Burton fuels the snowboard stereotype with its inception of their newest snowboard, The Nug. "Get your Nug here" is just one of the signs already spotted at a Burton retail location. What's not so stereotypical is the innovative design and build that went into the Nug.
"It's all about having more fun, spinning easier, pressing, and buttering," Billy Allen, Burton brand manager told OnTheSnow.
The Nug is built to ride 8 to 10 mm shorter than a normal board. V-rocker construction allows for powder riding, while a longer contact point at the tip provides easier manipulation for jibbing and park riding. Burton's Squeeze Box features a thicker core profile under and just outside of the feet for direct energy transfer.
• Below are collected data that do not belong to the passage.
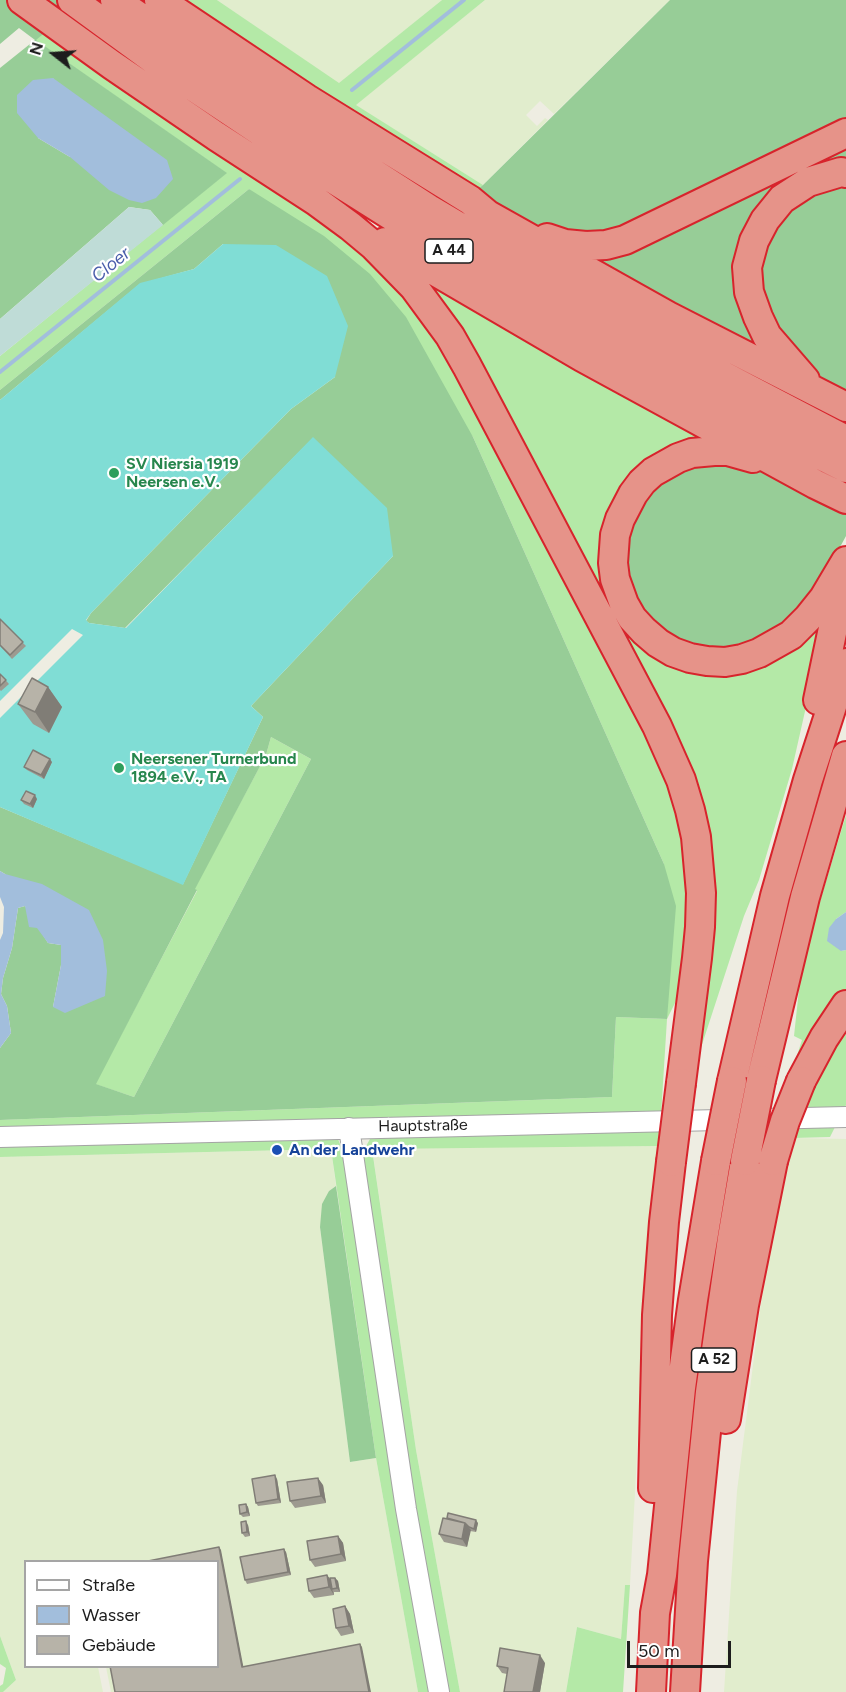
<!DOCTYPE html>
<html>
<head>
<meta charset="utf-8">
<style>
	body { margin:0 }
	#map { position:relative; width:846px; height:1692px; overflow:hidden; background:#eeede2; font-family:Figtree,sans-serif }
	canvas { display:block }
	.legend { position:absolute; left:24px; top:1560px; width:195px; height:108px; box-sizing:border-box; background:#fff; border:2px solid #a5a5a5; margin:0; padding:8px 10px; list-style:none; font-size:18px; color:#1d1d1d }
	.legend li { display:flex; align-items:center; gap:12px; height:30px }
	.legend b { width:30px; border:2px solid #a5a5a5 }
	.north { position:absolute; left:24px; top:24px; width:60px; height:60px; -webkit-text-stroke:4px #fff; paint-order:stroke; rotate:287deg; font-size:16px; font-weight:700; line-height:24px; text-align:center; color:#1d1d1d }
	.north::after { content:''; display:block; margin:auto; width:21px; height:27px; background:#1d1d1d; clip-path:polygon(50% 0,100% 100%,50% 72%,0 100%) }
	.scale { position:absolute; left:627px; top:1641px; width:104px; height:27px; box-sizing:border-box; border:3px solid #1d1d1d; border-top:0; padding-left:8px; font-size:18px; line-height:21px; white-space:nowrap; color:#1d1d1d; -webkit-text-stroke:4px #fff; paint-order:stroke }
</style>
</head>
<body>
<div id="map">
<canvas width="846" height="1692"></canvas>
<ul class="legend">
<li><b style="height:8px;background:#fff"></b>Straße</li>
<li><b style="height:16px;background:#a2bedc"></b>Wasser</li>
<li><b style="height:16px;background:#b7b3a8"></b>Gebäude</li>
</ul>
<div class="north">N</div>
<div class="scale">50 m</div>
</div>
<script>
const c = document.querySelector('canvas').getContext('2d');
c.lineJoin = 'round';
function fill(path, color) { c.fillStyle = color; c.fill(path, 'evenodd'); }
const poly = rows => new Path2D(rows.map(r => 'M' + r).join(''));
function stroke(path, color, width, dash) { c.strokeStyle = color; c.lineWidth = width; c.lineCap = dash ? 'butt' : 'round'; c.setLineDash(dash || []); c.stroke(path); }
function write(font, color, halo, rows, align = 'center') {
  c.font = font + ' Figtree,sans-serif'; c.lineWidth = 4.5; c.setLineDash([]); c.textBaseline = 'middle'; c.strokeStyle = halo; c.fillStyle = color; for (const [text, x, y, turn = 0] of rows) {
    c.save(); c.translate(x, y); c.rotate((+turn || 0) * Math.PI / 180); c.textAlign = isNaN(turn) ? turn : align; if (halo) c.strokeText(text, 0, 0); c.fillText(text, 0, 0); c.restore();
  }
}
const farmland = poly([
	[217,0,442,0,339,84],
	[485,0,670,0,554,114,540,101,526,115,537,126,545,118,548,120,483,185,355,105],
	[793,1138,846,1139,846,1692,724,1692,737,1491,760,1310,774,1225],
	[658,1146,647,1269,630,1585,625,1585,621,1639,577,1627,566,1692,460,1692,416,1450,372,1148],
	[331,1149,336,1186,329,1191,320,1227,350,1462,376,1458,418,1692,111,1692,106,1667,218,1666,218,1562,26,1562,26,1666,98,1667,103,1692,3,1692,16,1680,0,1636,0,1157]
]);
const grass = poly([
	[180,0,217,0,339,83,442,0,485,0,356,105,483,185,473,193],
	[49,28,358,239,428,320,656,754,671,796,681,837,688,885,688,924,679,995,667,1019,661,1115,0,1131,0,1120,612,1097,616,1017,667,1019,664,864,473,437,249,189,0,390,0,356,226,173,35,40],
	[409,270,722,446,823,610,808,698,792,769,759,880,744,916,696,1063,705,834],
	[271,737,311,759,134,1097,95,1084,197,891,194,889,266,755],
	[846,815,846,912,836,919,841,951,846,950,846,990,829,1011,790,1077,802,1040,794,1036,800,980,812,928],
	[846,1031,846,1105,830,1137,793,1138,820,1066],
	[659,1131,658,1146,372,1149,416,1450,460,1692,444,1692,403,1454,363,1162,365,1148,370,1139,378,1136],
	[331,1137,338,1139,342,1149,433,1692,418,1692,376,1458,331,1149,0,1157,0,1146],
	[625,1585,630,1585,623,1692,566,1692,577,1627,621,1639],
	[0,1636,16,1680,3,1692,0,1692,0,1686,3,1684,6,1668,0,1664]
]);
const forest = poly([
	[0,0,84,0,36,40,227,173,163,225,150,210,129,207,0,319,0,68,35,40,19,28,0,44],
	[53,78,70,157,38,138],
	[670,0,846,0,846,122,604,234,552,232,526,222,473,193,483,185],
	[846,140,846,396,573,253],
	[249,189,324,236,370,274,406,317,473,437,664,864,676,906,667,1019,616,1017,612,1097,0,1120,0,1048,11,1033,7,1006,1,994,3,978,12,948,18,908,25,906,48,943,61,945,61,965,53,1007,104,996,5,874,0,871,0,807,183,884,263,717,251,706,393,556,313,438,125,628,89,623,86,621,91,613,291,409,335,377,223,244,194,269,140,284,0,400,0,390],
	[271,737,311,759,134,1097,96,1084,197,890,195,889,266,755],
	[712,462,764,470,846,513,846,536,827,571,805,604,781,627,755,643,728,650,681,643,662,631,642,610,630,586,625,560,628,534,637,509,652,489,687,467],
	[336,1186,376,1458,350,1462,320,1227,322,1204,329,1191]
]);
const wetland = poly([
	[129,207,150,210,163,225,0,356,0,319]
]);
const pitch = poly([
	[223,244,276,245,327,276,348,326,335,377,291,409,91,613,86,620,89,623,126,628,313,437,387,508,393,556,251,706,263,717,183,885,0,807,0,718,83,635,72,629,0,701,0,400,140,283,194,269]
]);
const water = poly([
	[53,78,167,160,173,179,156,198,142,203,129,200,109,190,70,157,38,138,17,113,17,95,33,80],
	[0,871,5,874,42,884,89,910,103,940,107,971,105,996,65,1013,53,1007,61,965,61,945,48,943,37,928,29,927,25,906,18,908,12,948,3,978,1,994,7,1006,11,1033,0,1048,0,940,3,933,4,907,0,897],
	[846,912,846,950,841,951,827,941,829,928,836,919]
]);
const stream = poly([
	[352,90,464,0],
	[0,372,240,179]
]);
const minor = poly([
	[349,1128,406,1509,439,1692],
	[0,1137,846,1117]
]);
const highway = poly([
	[22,0,112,65,216,136,316,201,350,226,374,246,414,287,450,336,467,366,657,726,681,780,690,810,696,837,701,893,700,927,697,958,681,1083],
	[72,0,161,65,236,115,303,160,406,225,475,267,632,356,780,435,846,468],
	[115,0,249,93,429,209,571,293,672,349,846,440],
	[159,0,307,99,470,200,488,215,668,316,846,407],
	[547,238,565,244,586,246,606,245,625,240,846,133],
	[385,242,582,357,815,484,846,499],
	[805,380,767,336,758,317,749,292,747,267,754,241,765,220,782,199,808,182,841,172,846,173],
	[753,458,728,451,714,451,692,453,678,458,653,472,642,482,633,494,620,519,615,535,613,563,615,579,624,604,632,618,644,631,658,643,673,652,690,658,707,661,725,662,742,659,759,653,791,635,808,618,824,598,846,561],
	[818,700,833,628,846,589],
	[761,1080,805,897,846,756],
	[732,1081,775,896,808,780,846,663],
	[801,1081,824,1038,846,1005],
	[726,1419,744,1305,773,1161],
	[653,1488,657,1315,664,1222,671,1162],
	[651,1692,655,1613,662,1575,681,1388,693,1300,716,1161],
	[685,1692,693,1561,710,1392,732,1238,745,1161]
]);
const highwayBridge = poly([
	[716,1161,732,1081],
	[745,1161,761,1080],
	[773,1161,785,1121,801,1081],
	[671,1162,681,1083]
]);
const wall = poly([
	[0,620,26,646,12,659,0,646],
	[0,674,9,684,1,691,0,690],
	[48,687,62,707,49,733,33,724,18,704],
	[52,762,44,779,27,770,24,767],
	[37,799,33,808,24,804,21,800],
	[277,1479,281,1503,258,1506,256,1503],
	[323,1485,326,1503,295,1508,290,1501],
	[246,1504,248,1507,250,1516,243,1517,240,1514],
	[478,1523,476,1532,470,1531,467,1547,444,1542,439,1534],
	[248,1525,250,1536,245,1537,242,1533],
	[338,1536,343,1543,346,1561,315,1567,310,1560],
	[286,1552,291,1575,247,1584,245,1580],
	[327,1575,330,1579,335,1578,338,1581,340,1592,334,1592,334,1595,314,1598,309,1591],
	[345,1606,350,1614,354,1633,341,1636,336,1628],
	[545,1663,540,1692,504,1692,507,1674,502,1673,497,1666]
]);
const shadedWall = poly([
	[48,687,62,707,49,733,35,712],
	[50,759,52,762,44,779,41,775],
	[35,795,37,799,33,808,30,804],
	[275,1475,277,1479,281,1503,278,1499],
	[318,1478,323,1485,326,1503,321,1496],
	[246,1504,248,1507,250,1516,247,1512],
	[476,1520,478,1523,476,1532,474,1529],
	[246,1521,248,1525,250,1536,247,1532],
	[465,1523,471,1530,467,1547,462,1539],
	[338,1536,343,1543,346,1561,341,1554],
	[219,1547,221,1550,244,1670,242,1667],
	[284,1549,286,1552,291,1575,288,1572],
	[327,1575,332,1582,332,1589,334,1595,329,1587],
	[335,1578,338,1581,340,1592,337,1588],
	[345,1606,350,1614,354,1633,349,1626],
	[360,1644,362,1647,371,1692,369,1692],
	[540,1655,545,1663,540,1692,533,1692]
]);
const building = poly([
	[0,619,23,642,10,655,0,645,0,619],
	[0,674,6,680,0,686,0,674],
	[32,678,48,687,35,712,18,704,32,678],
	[33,750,50,759,41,775,24,767,33,750],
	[26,791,35,795,30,804,21,800,26,791],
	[275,1475,278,1499,256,1503,252,1479,275,1475],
	[318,1478,321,1496,290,1501,287,1482,318,1478],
	[246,1504,247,1512,240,1514,239,1505,246,1504],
	[448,1513,476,1520,474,1529,469,1527,465,1523,447,1518,448,1513],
	[443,1518,465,1523,462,1539,439,1534,443,1518],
	[246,1521,247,1532,242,1533,241,1522,246,1521],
	[338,1536,341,1554,310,1560,307,1541,338,1536],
	[219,1547,242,1667,360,1644,369,1692,115,1692,110,1666,218,1666,218,1562,143,1562,219,1547],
	[284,1549,288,1572,245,1580,240,1557,284,1549],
	[327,1575,329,1587,309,1591,307,1579,327,1575],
	[330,1578,335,1578,337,1588,332,1589,330,1578],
	[345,1606,349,1626,336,1628,333,1609,345,1606],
	[500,1648,540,1655,533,1692,504,1692,508,1668,497,1666,500,1648]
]);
const markers = [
	[114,473,6,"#2e9e5b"],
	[119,768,6,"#2e9e5b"],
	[277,1150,6,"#1a4fb4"]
];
const shields = [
	[449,251,48],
	[714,1360,45]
];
const shieldNames = [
	["A 44",449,251],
	["A 52",714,1360]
];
const leisureNames = [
	["SV Niersia 1919",126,464],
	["Neersen e.V.",126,482],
	["Neersener Turnerbund",131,759],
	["1894 e.V., TA",131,777]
];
const streetNames = [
	["Hauptstraße",423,1126,-1]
];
const transitNames = [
	["An der Landwehr",289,1150]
];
const waterNames = [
	["Cloer",111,265,-39]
];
fill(farmland, '#e1edcd');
fill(grass, '#b4e9a7');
fill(forest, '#97cd97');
fill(wetland, '#bfdcd7');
fill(pitch, '#80ddd5');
fill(water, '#a2bedc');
stroke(stream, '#a2bedc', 4);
stroke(minor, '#a4a4a4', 22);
stroke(highway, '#d7242c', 32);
stroke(minor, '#fff', 20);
stroke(highway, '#e69389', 28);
stroke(highwayBridge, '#d7242c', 32, []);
stroke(highwayBridge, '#e69389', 28);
fill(wall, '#9d9a90');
fill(shadedWall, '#807d76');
fill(building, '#b7b3a8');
stroke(building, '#807d76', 1.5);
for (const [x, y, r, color] of markers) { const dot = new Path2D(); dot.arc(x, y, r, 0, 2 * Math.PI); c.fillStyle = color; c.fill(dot); stroke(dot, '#fff', 2); }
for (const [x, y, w] of shields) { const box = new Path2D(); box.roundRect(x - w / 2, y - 12, w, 24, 4.5); c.fillStyle = '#fff'; c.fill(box); stroke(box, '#1d1d1d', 1.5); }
write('bold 15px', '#1d1d1d', null, shieldNames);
write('bold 16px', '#27864d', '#fff', leisureNames, 'left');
write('16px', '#1d1d1d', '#fff', streetNames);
write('bold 16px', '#164399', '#fff', transitNames, 'left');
write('italic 18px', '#4a5eab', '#fff', waterNames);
</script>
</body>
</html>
The Nug is produced in men's and women's models and is available in both twin and directional stance. Lengths include men's twin at 142, 146, and 150 cm. Men's directional is available in 144, 148, and 152 cm lengths. Women can get their Nugs at 134 and 138 cm lengths.
"This board rides full length and spins like a top," Allen says. "The first time I rode it I went to spin a 3 (60 degrees) and ended up coming around with a 7 (20 degrees). I don't know what I would do if we (Burton) stopped making them."
Along with the backcountry trend comes the new splitboard by Burton, The Freebird. Construction of the Freebird was based on inspiration for Burton's Sherlock board. The Freebird features an elongated nose for powder riding, and S-rocker concentrated in the tip and tail with traditional camber under foot. In addition, the board comes pre-drilled for Voile binding hardware.
"The Freebird is already in high demand," says ex-pro rider Dave Downing.